Shortly after arriving at the stadium, I met up with my brother, who stayed just a block away from the park. Angel Stadium, located near the Santa Ana River, is a mere four miles from Disneyland. Had I know that at the time, I might have built in time to see the iconic amusement park before heading to the stadium. My brother stated that his hotel was boisterous, with the din caused by kids excited to visit Disneyland.
Parking was plentiful at Angel Stadium, as the field was almost completely surrounded by parking lots. By MLB standards, parking was relatively cheap ($10.00), and arriving almost two hours before the first pitch, we had our choices of spots. Since there was not much to see immediately adjacent to the ballpark, we encircled the stadium before entering through the gate behind home plate.
Angel Stadium has undergone several configuration changes since it first opened in 1966. Originally constructed with an open outfield, the stadium was completely enclosed in 1980, when the NFL’S Los Angeles Rams relocated to Anaheim. The enclosure increased the stadium’s capacity from 43,000 to over 63.000, where it remained through 1997. Following the departure of the Rams, the stadium was renovated, removing the enclosure, restoring the view of the mountains in centerfield.
Replacing the enclosure in the outfield was perhaps the stadium’s most interesting feature, the “Rock Pile”. Also known as the California Spectacular, the rock formation was adorned with real trees, fake boulders and a geyser which spouts water that cascades down the rocks. This feature is always prominently displayed during national broadcasts from Angel Field.
The “Rock Pile” was accessible via the concourse that encircled the stadium, and not surprising, it was a popular destination. Our tour of the stadium revealed it to be a former multi purpose stadium reborn into a baseball park following the renovations in the late 1990s. A large scoreboard in right centerfield was augmented by a smaller scoreboard in left centerfield, giving Angel Stadium a more modern look.
Following our trip around the stadium, we visited one of the many concession stands on the lower level to obtain our baseball dinner. Despite the Angels being a sub .500 team, the ticket demand was so high that we were only able to secure upper deck seats behind home plate. The climb was worth it; the view of the ballpark from our perch could not have been better.
The starting pitching matchup feature two journeyman right handers. Gil Meche, taking the ball for the visiting Seattle Mariners, and John Lackey, toeing the rubber for the hometown Angels, were both in the middle of mediocre seasons. Clearing skies, light winds and mild temperatures set the stage for a pleasant evening, with Lackey delivering the first pitch at 707 pm PDT.

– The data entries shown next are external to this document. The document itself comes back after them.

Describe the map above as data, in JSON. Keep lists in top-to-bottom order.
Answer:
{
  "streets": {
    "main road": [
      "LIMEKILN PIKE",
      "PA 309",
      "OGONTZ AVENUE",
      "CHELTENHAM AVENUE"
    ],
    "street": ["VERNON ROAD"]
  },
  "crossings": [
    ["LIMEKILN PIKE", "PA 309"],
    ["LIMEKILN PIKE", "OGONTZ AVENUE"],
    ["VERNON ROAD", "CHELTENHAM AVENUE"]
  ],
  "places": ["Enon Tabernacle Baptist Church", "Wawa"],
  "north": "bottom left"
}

Leading off for the Seattle Mariners was rIght fielder Ichiro Suzuki. Ichiro was off to yet another great start, leading the American League in hitting at .369. In his sixth season with the Mariners, Ichiro was rapidly becoming the best hitter of his era, and a major draw while on the road. He did not disappoint this night, collecting three hits and scoring three runs. However, Ichiro grounded out to start the game, with the teams going scoreless early in the contest.

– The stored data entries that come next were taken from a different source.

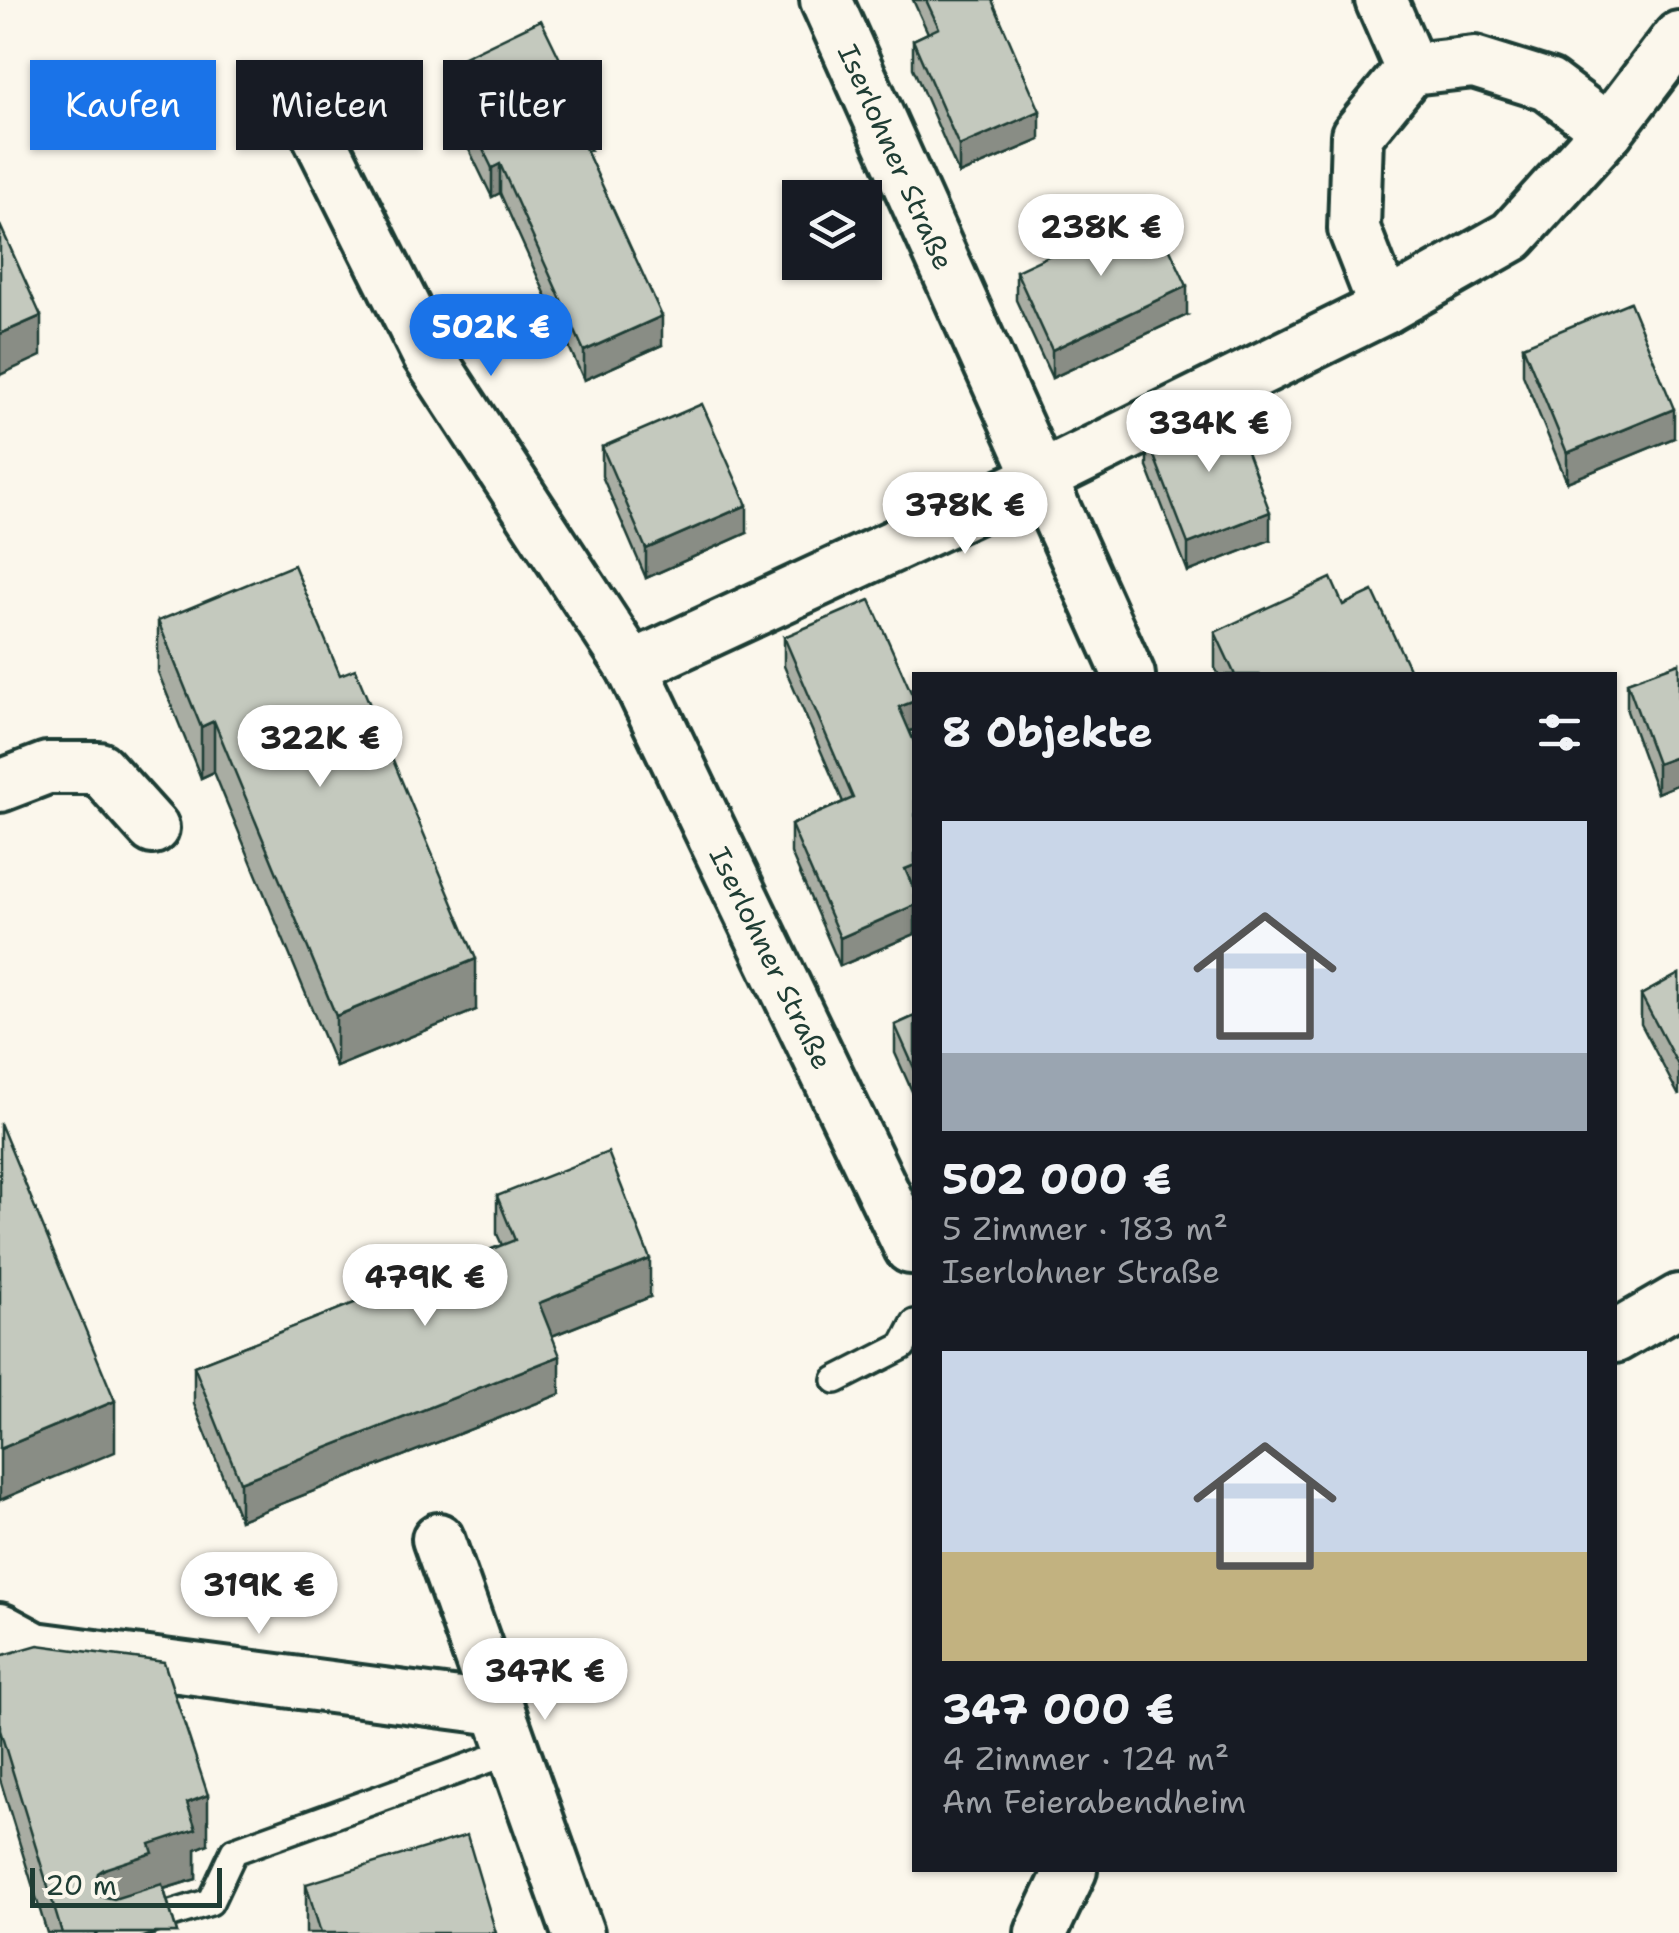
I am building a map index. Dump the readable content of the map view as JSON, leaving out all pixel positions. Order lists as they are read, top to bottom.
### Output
{
  "streets": {
    "street": ["Iserlohner Straße"]
  },
  "scale_bar": "20 m",
  "page": {
    "chip": ["Kaufen", "Mieten", "Filter"],
    "price": [
      "238K €",
      "502K €",
      "334K €",
      "378K €",
      "322K €",
      "479K €",
      "319K €",
      "347K €"
    ],
    "heading": "8 Objekte",
    "list": [
      {
        "name": "502 000 €",
        "note": "5 Zimmer · 183 m² · Iserlohner Straße"
      },
      {
        "name": "347 000 €",
        "note": "4 Zimmer · 124 m² · Am Feierabendheim"
      }
    ],
    "scale": "20 m"
  }
}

The Angels started the scoring the bottom of the second inning, with two runs via consecutive RBI singles off Mariners starter Gil Meche. The Mariners countered with three runs in the third inning. The score remained 3-2 going into the top of the fifth inning. Angels starter John Lackey intentionally walked Raul Ibanez to load the bases for Mariners 1B Richie Sexon. Sexon, a power hitter with a low batting average, deposited the next pitch over the centerfield fence for a grand slam home run. That home run ended Lackey’s night, and gave the Mariners an 8-2 lead.

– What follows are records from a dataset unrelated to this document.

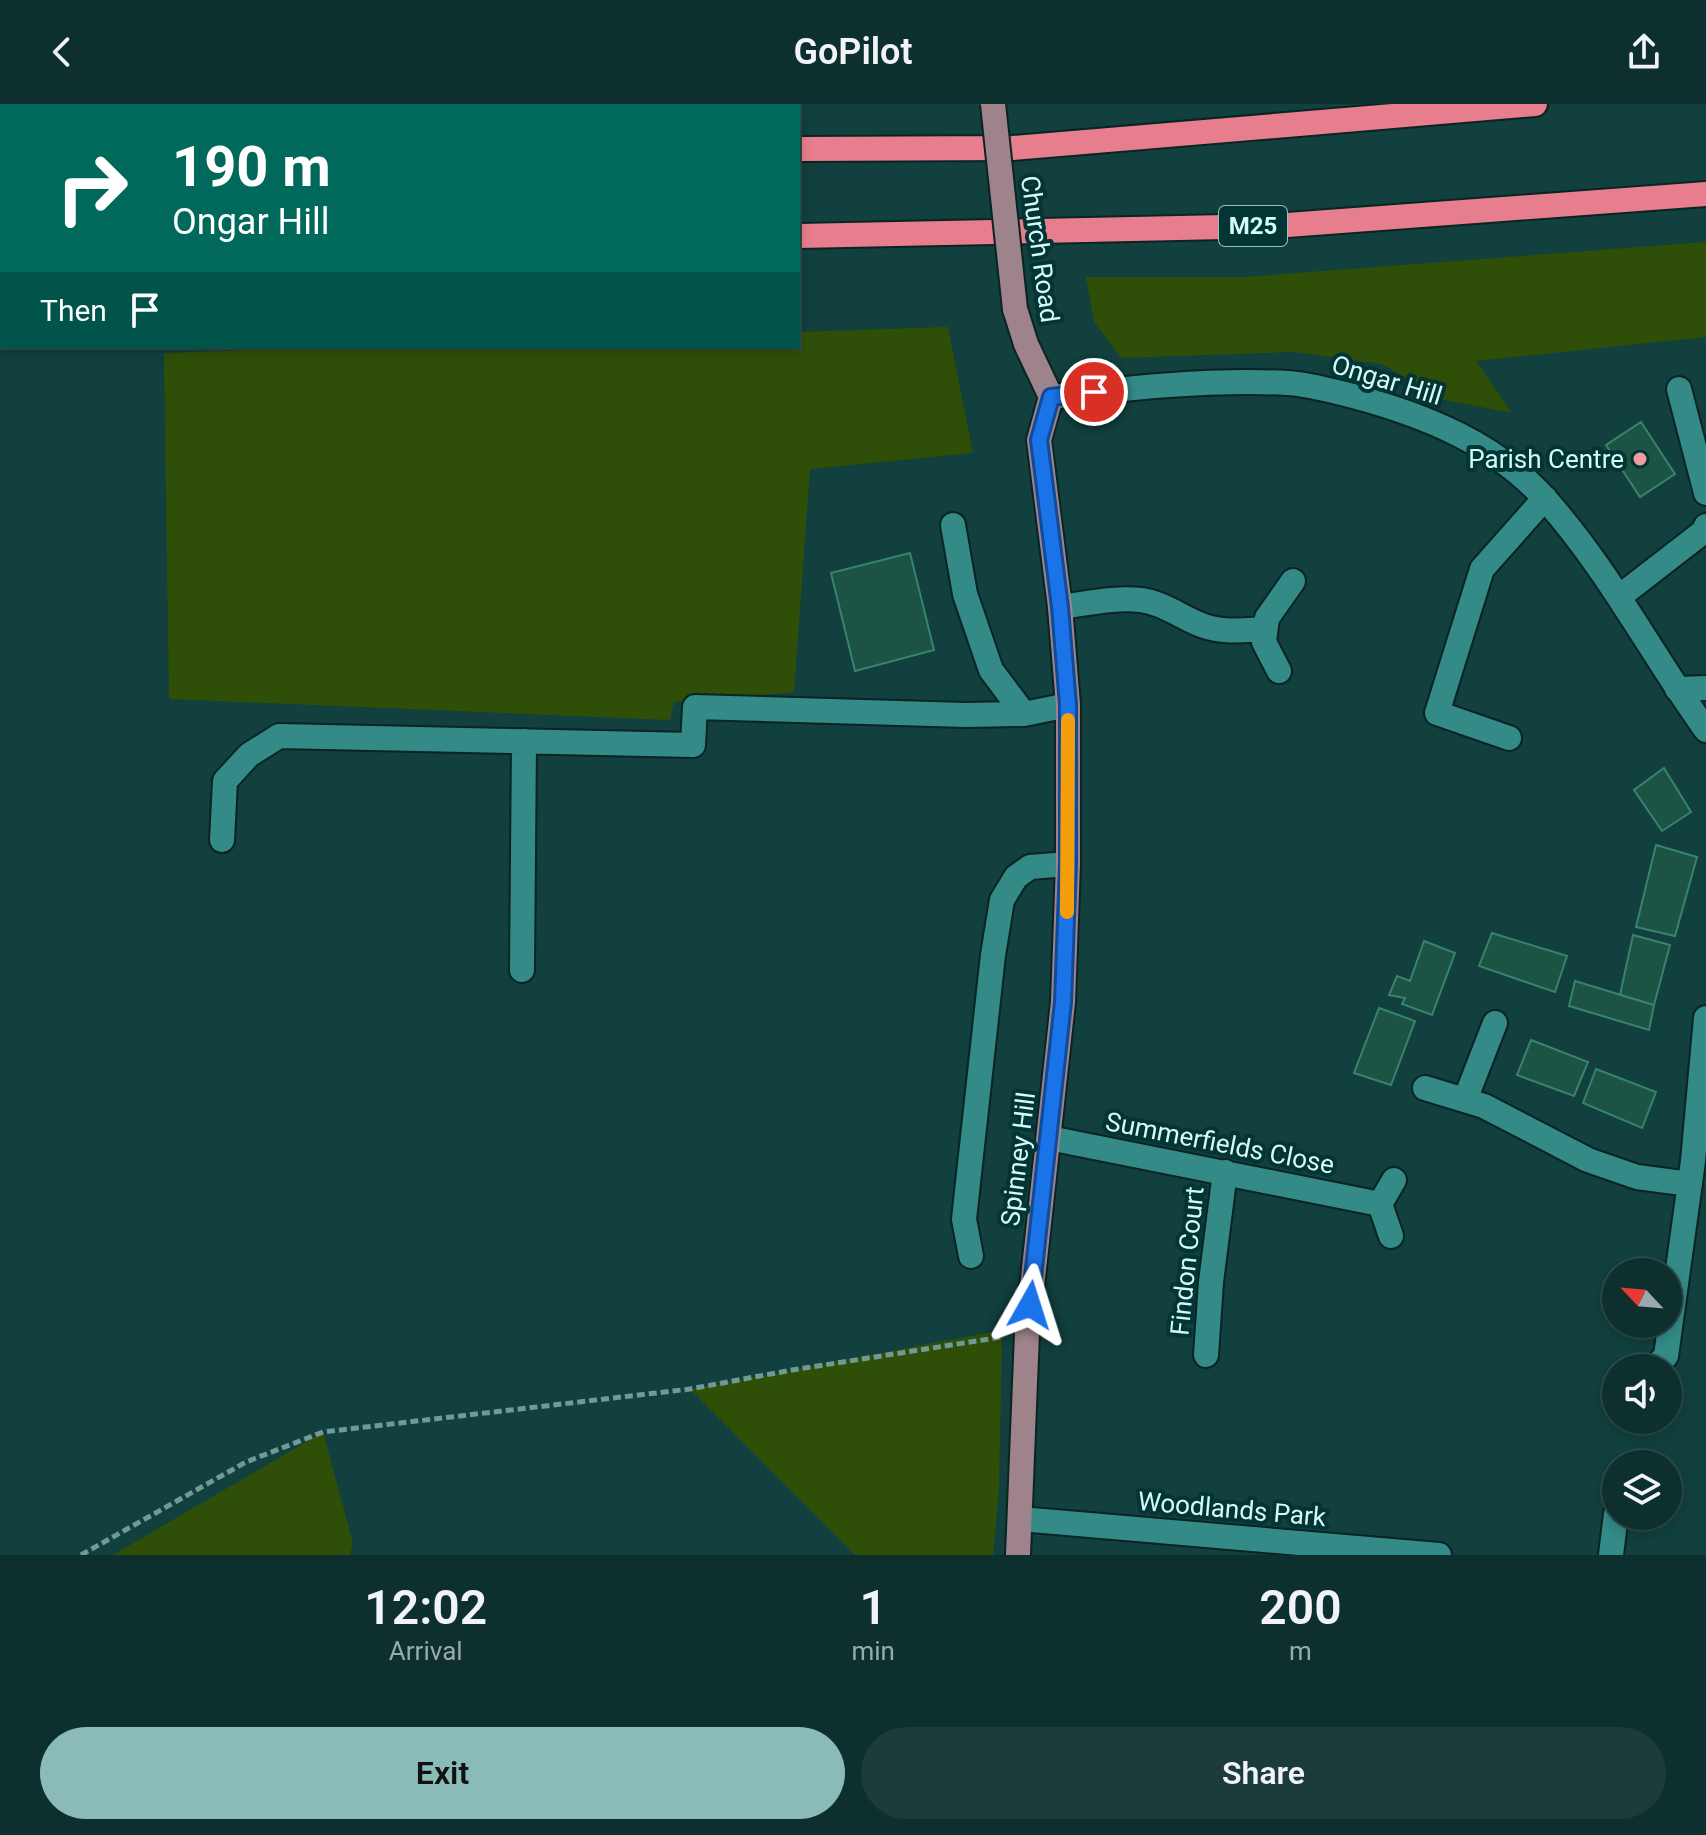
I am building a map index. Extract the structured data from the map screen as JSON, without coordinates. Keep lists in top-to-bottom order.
{
  "streets": {
    "highway": ["M25"],
    "main road": ["Church Road", "Spinney Hill"],
    "street": [
      "Ongar Hill",
      "Summerfields Close",
      "Findon Court",
      "Woodlands Park"
    ]
  },
  "crossings": [
    ["Church Road", "Ongar Hill"],
    ["Church Road", "Spinney Hill"],
    ["Ongar Hill", "Spinney Hill"],
    ["Summerfields Close", "Spinney Hill"],
    ["Summerfields Close", "Findon Court"],
    ["Spinney Hill", "Woodlands Park"]
  ],
  "places": ["Parish Centre"],
  "north": "top left",
  "page": {
    "header": "GoPilot",
    "turn": ["190 m", "Ongar Hill"],
    "then": "Then",
    "eta": [
      "12:02",
      "Arrival",
      "1",
      "min",
      "200",
      "m"
    ],
    "buttons": ["Exit", "Share"]
  }
}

Much to my surprise, despite the makings of blow out, the Angels fans stayed for the bulk of the game (so much for the stereotypical Southern California fan leaving early). The nearly full stadium generated a feel I would expect in ballparks across the Midwest or the Northeast. In addition, clear skies, light winds and temperatures in the 60s provided an enjoyable backdrop for a very pleasant baseball experience at Angel Park.
The Mariners tacked on four more runs in the seventh inning, including back-to-back home runs by Ichiro Suzuki and Andre Beltre, essentially putting the game out of reach for the hometown Angels. The Angels did respond with runs in the seventh and eighth innings, but not nearly enough to put a dent in the Mariners lead. Angels star (and future Hall of Famer) Vladimir Guerrero was quiet in this contest, managing a double in four at-bats.
Overall, my impression of Angel Stadium of Anaheim was very good, better than I expected. Good weather and a large crowd made this possibility my favorite Southern California game. At some point, I’d like to visit the area again, and would consider a return to Angel Stadium an essential part of that trip.